MAIC members who attended Mark Blaeuer’s lecture on April 8th at a meeting of the Garland County Historical Society in the St. Joseph Regional Hospital Board Room were appalled at the historical inaccuracies presented and stunned at the disdainful attitudes towards spiritual traditions of which he obviously has no understanding.


“When the picture of our holy sister, Xchel, the Rainbow Woman, appeared on Mr. Blaeuer’s screen it was time to stop his blatant insults and discourtesy against our culture and faith,” explains Lee Standing Bear Moore, MAIC Secretary who attended the lecture. “It was tantamount to an attack against the validity and history of Jesus Christ.”


Mr. Blaeuer insults the intelligence of his listeners.  Mr. Blaeuer, and the National Park Service in their tourist displays, would have us to believe that Native American tribes from other regions never visited the Hot Springs area and that the local natives were unaware of the healing properties of the hot springs.  These assertions fly in the face of our intelligence as well as the testimonies of living residents in the Hot Springs area.  Praying on the sacred mountain is not only a part of history; it is a reality in the lives of many living descendents of those that prayed throughout history.

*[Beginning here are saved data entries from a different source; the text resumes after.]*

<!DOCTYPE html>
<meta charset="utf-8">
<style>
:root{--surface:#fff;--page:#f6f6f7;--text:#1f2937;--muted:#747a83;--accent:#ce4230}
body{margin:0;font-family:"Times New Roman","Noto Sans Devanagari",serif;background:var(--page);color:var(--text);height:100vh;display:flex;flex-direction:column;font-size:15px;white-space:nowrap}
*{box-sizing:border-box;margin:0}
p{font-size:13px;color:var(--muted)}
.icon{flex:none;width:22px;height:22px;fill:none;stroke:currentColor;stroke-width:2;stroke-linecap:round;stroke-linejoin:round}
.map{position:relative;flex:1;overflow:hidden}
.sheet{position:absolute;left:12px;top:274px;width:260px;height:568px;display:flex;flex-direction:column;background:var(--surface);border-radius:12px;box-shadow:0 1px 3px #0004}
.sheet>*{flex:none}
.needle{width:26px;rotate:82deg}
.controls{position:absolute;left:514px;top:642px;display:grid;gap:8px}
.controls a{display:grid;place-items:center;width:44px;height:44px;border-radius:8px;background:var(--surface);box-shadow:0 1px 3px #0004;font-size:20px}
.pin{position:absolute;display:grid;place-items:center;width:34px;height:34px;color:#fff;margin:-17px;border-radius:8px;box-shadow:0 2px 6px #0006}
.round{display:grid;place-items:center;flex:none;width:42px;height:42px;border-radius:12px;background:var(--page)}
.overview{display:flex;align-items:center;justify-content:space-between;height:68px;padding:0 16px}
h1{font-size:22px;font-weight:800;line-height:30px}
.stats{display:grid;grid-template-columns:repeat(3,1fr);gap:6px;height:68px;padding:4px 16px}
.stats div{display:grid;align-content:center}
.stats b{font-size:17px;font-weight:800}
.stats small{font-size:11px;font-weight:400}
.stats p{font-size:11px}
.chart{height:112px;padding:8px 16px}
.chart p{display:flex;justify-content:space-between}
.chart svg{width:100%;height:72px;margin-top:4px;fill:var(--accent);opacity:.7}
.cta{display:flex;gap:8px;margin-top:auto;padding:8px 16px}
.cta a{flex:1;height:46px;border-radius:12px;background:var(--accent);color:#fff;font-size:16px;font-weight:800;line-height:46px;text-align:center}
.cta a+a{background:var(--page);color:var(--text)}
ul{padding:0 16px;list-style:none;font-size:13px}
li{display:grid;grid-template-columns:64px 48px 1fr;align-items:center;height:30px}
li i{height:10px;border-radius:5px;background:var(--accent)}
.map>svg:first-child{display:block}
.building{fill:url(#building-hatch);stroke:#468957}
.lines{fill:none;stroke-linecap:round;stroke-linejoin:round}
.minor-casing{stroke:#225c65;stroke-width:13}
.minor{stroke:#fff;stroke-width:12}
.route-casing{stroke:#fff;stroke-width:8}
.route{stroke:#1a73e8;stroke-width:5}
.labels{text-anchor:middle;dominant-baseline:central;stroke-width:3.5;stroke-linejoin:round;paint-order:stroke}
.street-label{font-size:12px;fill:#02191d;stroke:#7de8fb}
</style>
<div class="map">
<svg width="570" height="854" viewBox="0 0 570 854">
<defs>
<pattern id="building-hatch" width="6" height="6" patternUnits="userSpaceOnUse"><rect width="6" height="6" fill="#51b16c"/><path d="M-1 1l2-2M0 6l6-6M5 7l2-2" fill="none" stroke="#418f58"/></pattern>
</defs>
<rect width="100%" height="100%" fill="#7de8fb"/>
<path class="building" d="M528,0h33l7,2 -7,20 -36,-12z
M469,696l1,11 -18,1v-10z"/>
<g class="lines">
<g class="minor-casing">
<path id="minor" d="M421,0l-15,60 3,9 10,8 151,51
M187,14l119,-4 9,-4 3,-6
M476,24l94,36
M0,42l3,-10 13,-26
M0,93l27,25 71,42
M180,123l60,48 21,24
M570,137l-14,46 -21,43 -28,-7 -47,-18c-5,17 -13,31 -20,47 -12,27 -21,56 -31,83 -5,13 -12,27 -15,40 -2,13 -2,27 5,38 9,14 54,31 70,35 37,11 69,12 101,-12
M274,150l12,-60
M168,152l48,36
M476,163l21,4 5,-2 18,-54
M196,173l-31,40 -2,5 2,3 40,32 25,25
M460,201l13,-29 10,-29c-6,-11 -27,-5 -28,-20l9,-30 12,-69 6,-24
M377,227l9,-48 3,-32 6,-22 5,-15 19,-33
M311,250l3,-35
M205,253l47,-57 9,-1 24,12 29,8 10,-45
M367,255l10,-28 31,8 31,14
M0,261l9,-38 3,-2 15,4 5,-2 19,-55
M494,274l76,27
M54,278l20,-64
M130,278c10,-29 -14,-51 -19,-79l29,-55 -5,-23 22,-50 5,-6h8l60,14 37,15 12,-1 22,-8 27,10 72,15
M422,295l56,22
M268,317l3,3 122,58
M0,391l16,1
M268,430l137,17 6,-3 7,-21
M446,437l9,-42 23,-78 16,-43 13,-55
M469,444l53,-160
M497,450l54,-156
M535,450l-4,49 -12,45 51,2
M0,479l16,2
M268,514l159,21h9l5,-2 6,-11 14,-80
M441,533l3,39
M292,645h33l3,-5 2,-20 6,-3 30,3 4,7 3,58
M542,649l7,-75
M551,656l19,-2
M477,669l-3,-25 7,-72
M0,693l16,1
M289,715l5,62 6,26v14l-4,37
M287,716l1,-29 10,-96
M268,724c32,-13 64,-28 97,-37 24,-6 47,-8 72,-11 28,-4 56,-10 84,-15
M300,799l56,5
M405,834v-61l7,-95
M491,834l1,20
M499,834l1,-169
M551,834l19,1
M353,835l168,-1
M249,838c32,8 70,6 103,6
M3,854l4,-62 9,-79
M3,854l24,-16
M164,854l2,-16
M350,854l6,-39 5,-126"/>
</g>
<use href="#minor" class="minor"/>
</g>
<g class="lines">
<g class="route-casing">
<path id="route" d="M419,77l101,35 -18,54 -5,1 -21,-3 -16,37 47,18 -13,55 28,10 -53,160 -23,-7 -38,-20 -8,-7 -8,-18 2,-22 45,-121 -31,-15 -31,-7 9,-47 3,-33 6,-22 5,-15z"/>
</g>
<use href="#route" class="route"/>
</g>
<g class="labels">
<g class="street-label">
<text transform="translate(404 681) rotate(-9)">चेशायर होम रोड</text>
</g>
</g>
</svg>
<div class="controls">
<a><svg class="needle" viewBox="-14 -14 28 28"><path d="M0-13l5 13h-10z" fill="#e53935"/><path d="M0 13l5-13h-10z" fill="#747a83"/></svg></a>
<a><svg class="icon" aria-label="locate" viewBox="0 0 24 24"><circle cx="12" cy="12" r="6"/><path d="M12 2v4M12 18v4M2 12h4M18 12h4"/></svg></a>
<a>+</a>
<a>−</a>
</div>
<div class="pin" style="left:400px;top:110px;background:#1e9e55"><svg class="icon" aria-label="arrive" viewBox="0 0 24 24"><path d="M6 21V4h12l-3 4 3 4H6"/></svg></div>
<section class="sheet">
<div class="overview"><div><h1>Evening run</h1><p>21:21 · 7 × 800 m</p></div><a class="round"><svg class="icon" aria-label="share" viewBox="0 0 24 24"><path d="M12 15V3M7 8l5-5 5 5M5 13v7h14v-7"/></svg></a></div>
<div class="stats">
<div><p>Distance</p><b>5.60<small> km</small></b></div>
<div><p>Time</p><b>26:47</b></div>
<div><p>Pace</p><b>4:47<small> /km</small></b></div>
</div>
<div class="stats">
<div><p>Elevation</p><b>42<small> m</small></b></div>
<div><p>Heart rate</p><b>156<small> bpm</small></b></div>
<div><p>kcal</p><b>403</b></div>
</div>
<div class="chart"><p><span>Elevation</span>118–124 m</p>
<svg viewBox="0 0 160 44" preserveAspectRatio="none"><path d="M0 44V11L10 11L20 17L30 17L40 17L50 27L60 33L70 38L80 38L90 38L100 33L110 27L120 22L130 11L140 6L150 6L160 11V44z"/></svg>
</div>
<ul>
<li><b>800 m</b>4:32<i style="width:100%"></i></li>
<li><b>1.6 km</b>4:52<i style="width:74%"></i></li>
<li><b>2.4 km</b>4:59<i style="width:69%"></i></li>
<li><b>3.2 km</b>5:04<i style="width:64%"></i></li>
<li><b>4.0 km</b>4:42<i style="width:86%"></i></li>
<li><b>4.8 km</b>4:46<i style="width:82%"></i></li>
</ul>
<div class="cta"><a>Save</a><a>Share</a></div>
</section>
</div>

“My mother, who is Cherokee, has prayed at the Hot Springs Mountain all her life.  My grandparents and great grandparents also prayed and performed ceremony at the mountain long before the Nation Park Service has been around,” says Reverend David Furr of Hot Springs.  “I have prayed at the sacred mountain all my life, which has been almost 53 years now.  It is holy ground.”  Reverend Furr is the pastor or a local ecumenical church.

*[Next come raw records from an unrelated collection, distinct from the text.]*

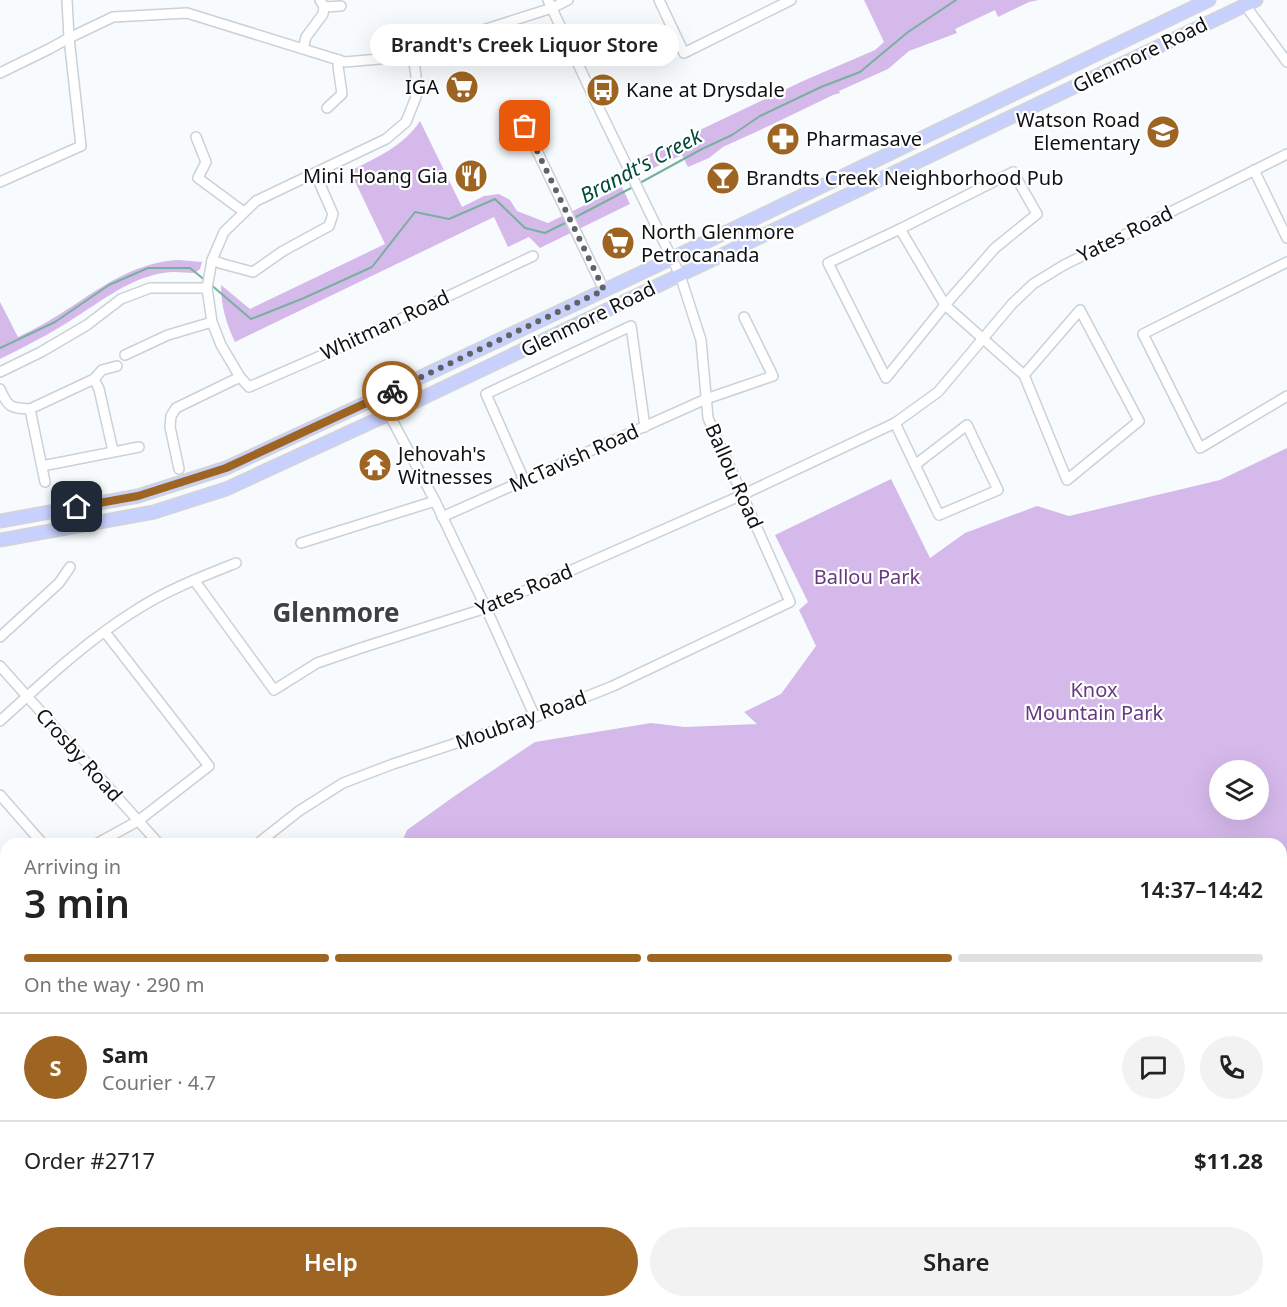 <!DOCTYPE html>
<html lang="en">
<head>
<meta charset="utf-8">
<style>
	:root { --surface:#fff; --page:#f2f2f2; --text:#222; --muted:#767676; --line:#e0e0e0; --accent:#9e6522 }
	body { margin:0; font-family:"Noto Sans",sans-serif; background:var(--page); color:var(--text); height:100vh; display:flex; flex-direction:column; font-size:22px; white-space:nowrap }
	* { box-sizing:border-box; margin:0 }
	p { font-size:20px; color:var(--muted) }
	.icon { flex:none; width:33px; height:33px; fill:none; stroke:currentColor; stroke-width:2; stroke-linecap:round; stroke-linejoin:round }
	.map { position:relative; flex:1; overflow:hidden }
	.details { position:absolute; left:0px; top:838px; width:1287px; height:470px; display:flex; flex-direction:column; background:var(--surface); border-radius:18px 18px 0 0; box-shadow:0 6px 24px #0002 }
	.details>* { flex:none }
	.fabs { position:absolute; left:1209px; top:760px; display:grid; gap:12px }
	.fabs a { display:grid; place-items:center; width:60px; height:60px; border-radius:50%; background:var(--surface); box-shadow:0 6px 24px #0002; font-size:30px }
	.pin { position:absolute; display:grid; place-items:center; width:51px; height:51px; color:#fff; margin:-26px; border-radius:12px; box-shadow:0 3px 9px #0006 }
	.courier { position:absolute; display:grid; place-items:center; width:60px; height:60px; margin:-30px; border:4px solid #9e6522; border-radius:50%; background:#fff; color:#222; box-shadow:0 2px 8px #0007 }
	.bubble { position:absolute; height:42px; border-radius:21px; background:var(--surface); box-shadow:0 6px 24px #0002; font-size:20px; font-weight:600; line-height:42px; text-align:center }
	.head em { font-style:normal; font-weight:600 }
	.head div { display:flex; flex-direction:column-reverse }
	.head { display:flex; align-items:center; justify-content:space-between; height:102px; padding:0 24px }
	h1 { font-size:39px; font-weight:600; line-height:45px }
	.bar { display:grid; grid-template-columns:repeat(4,1fr); gap:9px 6px; align-content:center; height:72px; padding:0 24px }
	.bar i { height:8px; border-radius:4px; background:var(--line) }
	.bar .selected { background:var(--accent) }
	.bar p { grid-column:span 4 }
	.line { display:flex; align-items:center; gap:15px; padding:0 24px; border-top:2px solid var(--line) }
	.line div { flex:1 }
	.round { display:grid; place-items:center; flex:none; width:63px; height:63px; border-radius:32px; background:var(--page) }
	.cta { display:flex; gap:12px; margin-top:auto; padding:12px 24px }
	.cta a { flex:1; height:69px; border-radius:36px; background:var(--accent); color:#fff; font-size:24px; font-weight:600; line-height:69px; text-align:center }
	.cta a+a { background:var(--page); color:var(--text) }
	.map>svg:first-child { display:block }
	.green { fill:#d5b9eb; fill-rule:evenodd }
	.lines { fill:none; stroke-linecap:round; stroke-linejoin:round }
	.stream { stroke:#77b19e; stroke-width:2 }
	.minor-casing { stroke:#cad1d7; stroke-width:12 }
	.major-casing { stroke:#d4d4d5; stroke-width:15 }
	.minor { stroke:#fff; stroke-width:9 }
	.major { stroke:#c8d1fe; stroke-width:12 }
	.done { stroke:#606365; stroke-width:6; stroke-dasharray:0 10.8 }
	.route { stroke:#9e6522; stroke-width:8 }
	.labels { text-anchor:middle; stroke-width:4.5; stroke-linejoin:round; paint-order:stroke }
	.street-label { font-size:20px; fill:#0f1113; stroke:#fff }
	.poi-label { font-size:20px; fill:#0f1113; stroke:#fff; text-anchor:start }
	.park-label { font-size:20px; fill:#63397f; stroke:#fff }
	.water-label { font-size:21px; font-style:italic; fill:#014a39; stroke:#fff }
	.district-label { font-size:26px; font-weight:bold; fill:#3b4145; stroke:#fff }
</style>
</head>
<body>
<div class="map">
<svg width="1287" height="1307" viewBox="0 0 1287 1307">
	<rect width="100%" height="100%" fill="#f7fbfe"/>
	<g class="green">
		<path d="M864,0h175l-10,2 -31,15 -3,-7 -40,19 2,4 -48,18 -21,18 -49,22 1,2 -7,2 -60,29 -50,23 -14,11 -21,9 -6,-12 -35,16 -6,-13 162,-77 72,-31 9,-8z"/>
		<path d="M420,121l42,86 22,-11 15,-2 11,6 7,11 31,12 74,-36 8,17 -90,44 -11,-11 -21,10 -14,-30 -259,125c-9,-19 -14,-36 -14,-57l29,24 135,-65 -35,-73c27,-14 53,-24 70,-50z"/>
		<path d="M179,260l23,2 -2,7 -5,4c-11,0 -21,-2 -32,0 -37,6 -66,32 -98,51 -21,13 -43,24 -65,35v-57l18,35c19,-9 38,-20 56,-32 33,-22 64,-43 105,-45z"/>
		<path d="M1287,448v859h-1287v-119l6,-5v119h1275v-458h-880l6,-14 49,-35 79,-53 116,-19 34,4 72,-3 -13,-12 37,-18 35,-48 -17,-36 9,-8 -33,-67 116,-56 39,79 35,-25 72,-27 32,10 151,-36zM1220,771h38v39h-38z"/>
	</g>
	<g class="lines">
		<g class="stream">
			<path d="M638,184l64,-35 30,-14 28,-19 61,-29 39,-15 48,-40 48,-32"/>
			<path d="M572,219l61,-32"/>
			<path d="M210,284l41,35 53,-21 68,-31 43,-55 34,7 46,-20 30,29 20,5 22,-11"/>
			<path d="M0,348l55,-26 54,-37 39,-17h42l16,13"/>
			<path d="M555,1307l6,-5"/>
		</g>
		<g class="minor-casing">
			<g id="minor">
				<path d="M659,0l25,53 107,-53"/>
				<path d="M1245,5l42,57"/>
				<path d="M324,7l17,-1"/>
				<path d="M303,49l3,-12 17,-23 1,-7 -4,-7"/>
				<path d="M413,56l3,20v21l-10,25 -20,17 -130,62 -32,31 -12,28 -5,28 5,34 9,23 19,32 9,10 92,-40 192,-91"/>
				<path d="M0,73l49,-24 20,-11 44,-21 74,-4 158,49 68,-6 67,-25 72,-23 16,-8"/>
				<path d="M327,108l15,-14 -4,-28 1,-6"/>
				<path d="M525,126l79,164"/>
				<path d="M196,137l10,25 -8,16 46,34"/>
				<path d="M1254,170l33,68"/>
				<path d="M1013,172l24,42 -42,34 -50,57 -59,73 -58,-115 72,-34z"/>
				<path d="M0,182l81,-36 -12,-108 -2,-38"/>
				<path d="M900,229l45,76 79,70 43,105 72,-59 -59,-111 -56,65"/>
				<path d="M212,260l11,4 30,8 30,-21 46,-25 4,-12 -18,-41"/>
				<path d="M1287,262l-144,72 57,114 87,-52"/>
				<path d="M125,355l43,-20 44,-13"/>
				<path d="M0,372l41,-20 46,-27 34,-26 29,-11h57"/>
				<path d="M0,389c8,19 11,19 30,20"/>
				<path d="M389,414l46,87 51,107 49,109"/>
				<path d="M895,423l44,92 59,-25 -31,-65 -52,40"/>
				<path d="M113,451l-14,-62 -5,-10 8,-9 15,-4"/>
				<path d="M42,466l97,-19"/>
				<path d="M179,469l-9,-42 1,-11 5,-8 64,-31"/>
				<path d="M524,480l-38,-86 145,-68 14,101"/>
				<path d="M45,482l-15,-73 64,-30"/>
				<path d="M442,517l264,-118 67,-23 -29,-59"/>
				<path d="M301,543l134,-42"/>
				<path d="M194,580l80,110 43,-27 44,-15 125,-40 256,-113 153,-72 43,-31 74,-88 21,-20 31,-19 223,-111"/>
				<path d="M0,637l59,-54 11,-16"/>
				<path d="M0,666l159,178"/>
				<path d="M0,721c43,-39 86,-80 136,-111 31,-20 65,-33 100,-47"/>
				<path d="M0,795l43,49"/>
				<path d="M96,844l42,-23 71,-55 -104,-134"/>
				<path d="M257,844l42,-33 44,-28 50,-19 142,-47 78,-31 177,-84 -82,-184 -7,-78 -21,-65 -87,-179 -45,-96"/>
				<path d="M0,955l6,1"/>
				<path d="M0,1135l6,-4"/>
			</g>
		</g>
		<g class="major-casing">
			<g id="major">
				<path d="M0,521l138,-25 88,-28 144,-67 290,-137 549,-264"/>
				<path d="M0,540l154,-28 72,-23 163,-75 867,-414"/>
			</g>
		</g>
		<use href="#minor" class="minor"/>
		<use href="#major" class="major"/>
	</g>
	<g class="lines">
		<path class="done" d="M392,391l212,-101 -79,-164"/>
		<path class="route" d="M77,507l61,-11 88,-28 166,-77"/>
	</g>
	<defs>
		<g id="supermarket-disc" transform="scale(1.725)"><circle r="9.5" fill="#9e6522" stroke="#fff"/><path d="M-6-5.5h2.5l.6 2H6L4.5 2H-2.5L-4.4-4H-6ZM-1.5 3.2a1.3 1.3 0 1 0 .1 0ZM3 3.2a1.3 1.3 0 1 0 .1 0Z" fill="#fff"/></g>
		<g id="bus-disc" transform="scale(1.725)"><circle r="9.5" fill="#9e6522" stroke="#fff"/><path d="M-5-6H5V4H4V6H2V4H-2V6H-4V4H-5ZM-3.5-4V0h7V-4ZM-3.5 1.2v1.5H-2V1.2ZM2 1.2v1.5H3.5V1.2Z" fill="#fff"/></g>
		<g id="school-disc" transform="scale(1.725)"><circle r="9.5" fill="#9e6522" stroke="#fff"/><path d="M0-5L7-2L0 1L-7-2ZM-4 1L0 2.5L4 1V4Q0 6-4 4Z" fill="#fff"/></g>
		<g id="pharmacy-disc" transform="scale(1.725)"><circle r="9.5" fill="#9e6522" stroke="#fff"/><path d="M-2-6h4v4h4v4h-4v4h-4v-4h-4v-4h4Z" fill="#fff"/></g>
		<g id="restaurant-disc" transform="scale(1.725)"><circle r="9.5" fill="#9e6522" stroke="#fff"/><path d="M-5-6h1v4h1v-4h1v4h1v-4h1v5L-1.5 .5V6h-2V.5L-5-1ZM5-6V6H3V1.5H1.5Q1.5-4 5-6Z" fill="#fff"/></g>
		<g id="bar-disc" transform="scale(1.725)"><circle r="9.5" fill="#9e6522" stroke="#fff"/><path d="M-6-5H6L.8 .8V4.5H3.5V6h-7V4.5H-.8V.8Z" fill="#fff"/></g>
		<g id="temple-disc" transform="scale(1.725)"><circle r="9.5" fill="#9e6522" stroke="#fff"/><path d="M0-6L5-2H3V0L6.5 2.5H4V6H1.5V3h-3V6H-4V2.5H-6.5L-3 0V-2H-5Z" fill="#fff"/></g>
	</defs>
	<g fill-rule="evenodd">
		<use href="#supermarket-disc" x="462" y="87"/>
		<use href="#bus-disc" x="603" y="90"/>
		<use href="#school-disc" x="1163" y="132"/>
		<use href="#pharmacy-disc" x="783" y="139"/>
		<use href="#restaurant-disc" x="471" y="176"/>
		<use href="#bar-disc" x="723" y="178"/>
		<use href="#supermarket-disc" x="618" y="243"/>
		<use href="#temple-disc" x="375" y="465"/>
	</g>
	<g class="labels">
		<g class="street-label">
			<text transform="translate(1140 55) rotate(-26)" y="7">Glenmore Road</text>
			<text transform="translate(1125 234) rotate(-26)" y="7">Yates Road</text>
			<text transform="translate(588 319) rotate(-26)" y="7">Glenmore Road</text>
			<text transform="translate(385 325) rotate(-25)" y="7">Whitman Road</text>
			<text transform="translate(574 458) rotate(-24)" y="7">McTavish Road</text>
			<text transform="translate(734 476) rotate(66)" y="7">Ballou Road</text>
			<text transform="translate(524 590) rotate(-23)" y="7">Yates Road</text>
			<text transform="translate(521 720) rotate(-20)" y="7">Moubray Road</text>
			<text transform="translate(79 755) rotate(48)" y="7">Crosby Road</text>
		</g>
		<g class="poi-label">
			<text x="439" y="94" text-anchor="end">IGA</text>
			<text x="626" y="97">Kane at Drysdale</text>
			<text x="1140" y="127" text-anchor="end">Watson Road<tspan x="1140" dy="23">Elementary</tspan></text>
			<text x="806" y="146">Pharmasave</text>
			<text x="448" y="183" text-anchor="end">Mini Hoang Gia</text>
			<text x="746" y="185">Brandts Creek Neighborhood Pub</text>
			<text x="641" y="239">North Glenmore<tspan x="641" dy="23">Petrocanada</tspan></text>
			<text x="398" y="461">Jehovah's<tspan x="398" dy="23">Witnesses</tspan></text>
		</g>
		<g class="park-label">
			<text x="867" y="584">Ballou Park</text>
			<text x="1094" y="697">Knox<tspan x="1094" dy="23">Mountain Park</tspan></text>
		</g>
		<g class="water-label">
			<text transform="translate(641 166) rotate(-28)" y="7">Brandt's Creek</text>
		</g>
		<g class="district-label">
			<text x="336" y="622">Glenmore</text>
		</g>
	</g>
</svg>
<div class="fabs">
<a><svg class="icon" aria-label="layers" viewBox="0 0 24 24"><path d="M12 4l9 5-9 5-9-5zM3 14l9 5 9-5"/></svg></a>
</div>
<div class="pin" style="left:525px;top:126px;background:#ea580c"><svg class="icon" aria-label="bag" viewBox="0 0 24 24"><path d="M5 8h14l-1 12H6zM9 8a3 3 0 0 1 6 0"/></svg></div>
<div class="pin" style="left:77px;top:507px;background:#1f2937"><svg class="icon" aria-label="home" viewBox="0 0 24 24"><path d="M3 11l9-7 9 7M6 9v11h12V9"/></svg></div>
<div class="courier" style="left:392px;top:391px"><svg class="icon" aria-label="bike" viewBox="0 0 24 24"><circle cx="6" cy="16" r="4"/><circle cx="18" cy="16" r="4"/><path d="M6 16l4-8h5l3 8M10 8l3 8H6M13 5h3"/></svg></div>
<div class="bubble" style="left:370px;top:24px;width:309px">Brandt's Creek Liquor Store</div>
<section class="details">
<div class="head"><div><h1>3 min</h1><p>Arriving in</p></div><em>14:37–14:42</em></div>
<div class="bar"><i class="selected"></i><i class="selected"></i><i class="selected"></i><i></i><p>On the way · 290 m</p></div>
<div class="line" style="height:108px"><b class="round" style="background:var(--accent);color:#fff">S</b><div><b>Sam</b><p>Courier · 4.7</p></div><a class="round"><svg class="icon" aria-label="chat" viewBox="0 0 24 24"><path d="M4 5h16v11H9l-5 4z"/></svg></a><a class="round"><svg class="icon" aria-label="phone" viewBox="0 0 24 24"><path d="M5 4h4l2 5-3 2q2 4 5 5l2-3 5 2v4C11 20 4 13 5 4z"/></svg></a></div>
<div class="line" style="height:78px"><div>Order #2717</div><b>$11.28</b></div>
<div class="cta"><a>Help</a><a>Share</a></div>
</section>
</div>
</body>
</html>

Patricia Burdette, also a resident of Hot Springs, reported “It was a sad thing to hear.”  The reason for her sadness – “ . . .the presentation did serve to demean and insult American Indian beliefs.” Ms. Burdette expressed her opinion that Mr. Blaeuer and the Nation Park Service “have their own ideas about what you and I should think and believe about history. . .[and] they are spending our tax money writing books and creating slide presentation pushing their propaganda.”


Now the Elders of Manataka must face some difficult decisions.  Can an organization dedicated to preserving the sacred history of Manataka Mountain allow such open attack on that sacred history to go unchallenged?  “He [Blaeuer] misrepresented the actual events surrounding the Callahan Pottery Issue. He misrepresented the Caddo creation story; he falsely attacked the name Manataka; he attacked Indian history,” reports Lee Standing Bear. 


Yet, can an organization dedicated to a sacred history of PEACE, allow itself to be involved in a legal battle which will surely disrupt the spiritual peace of it’s members and cause friction in the Hot Springs community it serves?  And how is an organization who has no paid staff and is funded totally from the pockets of its members, fund a resistance?   It is a predicament, a challenge, and the resolution will require a lot of prayer.


Surely, in today’s world of unrest and fear, we need a Place of Peace.  A Place where all people, regardless of ‘tribe’, religious affiliation, skin color, sex or age can come together, lay aside their differences and special interests and pray together.  Myth or Reality?  Unfortunately, such a place does sound like a myth.  But it has been a reality in the past and we – all of us – can make it a reality for our Children.


And so we ask you, our readers, to pray with us.  If possible, pray on the great  Manataka Mountain.  And if the Great Spirit of Peace should touch your heart, please, let us know.   We seek your counsel.